## WHAT TO DO
In this material, which lines include the string "JSON"? Show them.

## DATASET

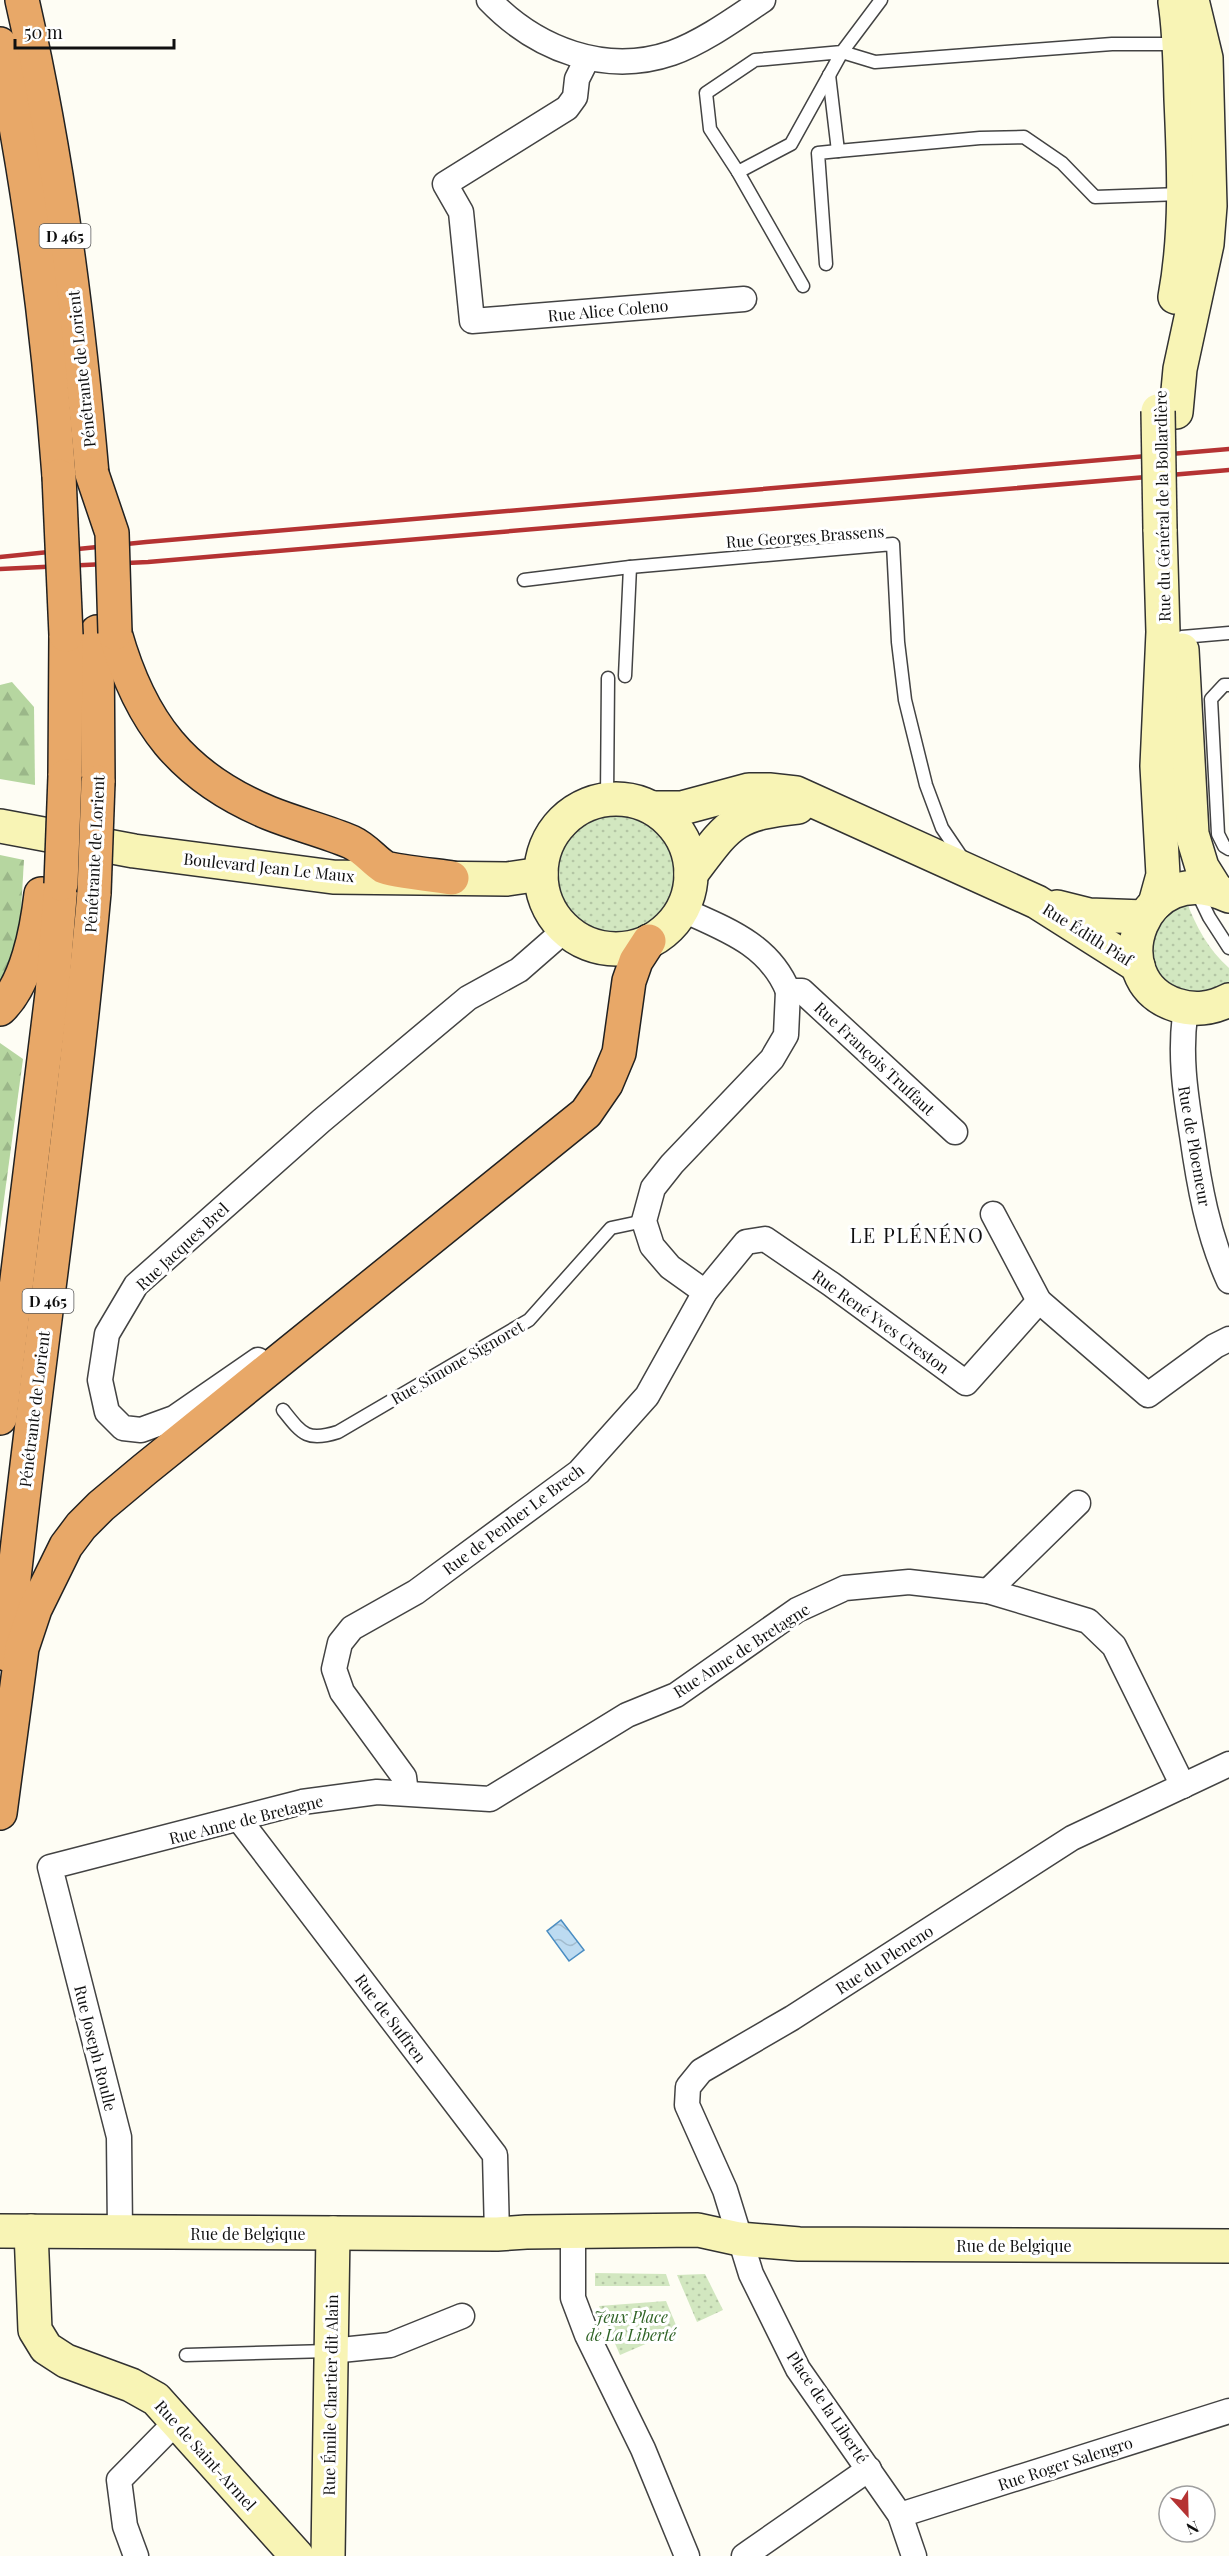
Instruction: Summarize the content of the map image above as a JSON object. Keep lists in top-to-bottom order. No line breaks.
==
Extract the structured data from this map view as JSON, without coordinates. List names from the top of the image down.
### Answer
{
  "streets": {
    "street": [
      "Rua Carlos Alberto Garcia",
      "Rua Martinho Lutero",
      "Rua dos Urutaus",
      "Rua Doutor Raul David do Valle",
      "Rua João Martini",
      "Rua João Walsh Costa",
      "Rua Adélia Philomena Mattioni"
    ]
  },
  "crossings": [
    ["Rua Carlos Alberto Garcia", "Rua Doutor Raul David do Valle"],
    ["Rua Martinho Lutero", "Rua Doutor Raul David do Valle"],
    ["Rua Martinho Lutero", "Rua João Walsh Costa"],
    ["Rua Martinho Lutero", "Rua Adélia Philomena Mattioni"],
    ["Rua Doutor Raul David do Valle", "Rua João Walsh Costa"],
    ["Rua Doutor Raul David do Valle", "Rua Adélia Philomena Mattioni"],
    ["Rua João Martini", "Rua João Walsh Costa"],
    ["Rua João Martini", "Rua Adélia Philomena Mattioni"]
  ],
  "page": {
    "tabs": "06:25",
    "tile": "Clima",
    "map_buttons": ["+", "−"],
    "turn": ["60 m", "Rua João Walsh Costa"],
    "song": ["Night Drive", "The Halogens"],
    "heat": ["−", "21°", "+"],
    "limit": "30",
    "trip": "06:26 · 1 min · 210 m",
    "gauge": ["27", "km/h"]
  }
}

## RESULT
Instruction: Summarize the content of the map image above as a JSON object. Keep lists in top-to-bottom order. No line breaks.
Extract the structured data from this map view as JSON, without coordinates. List names from the top of the image down.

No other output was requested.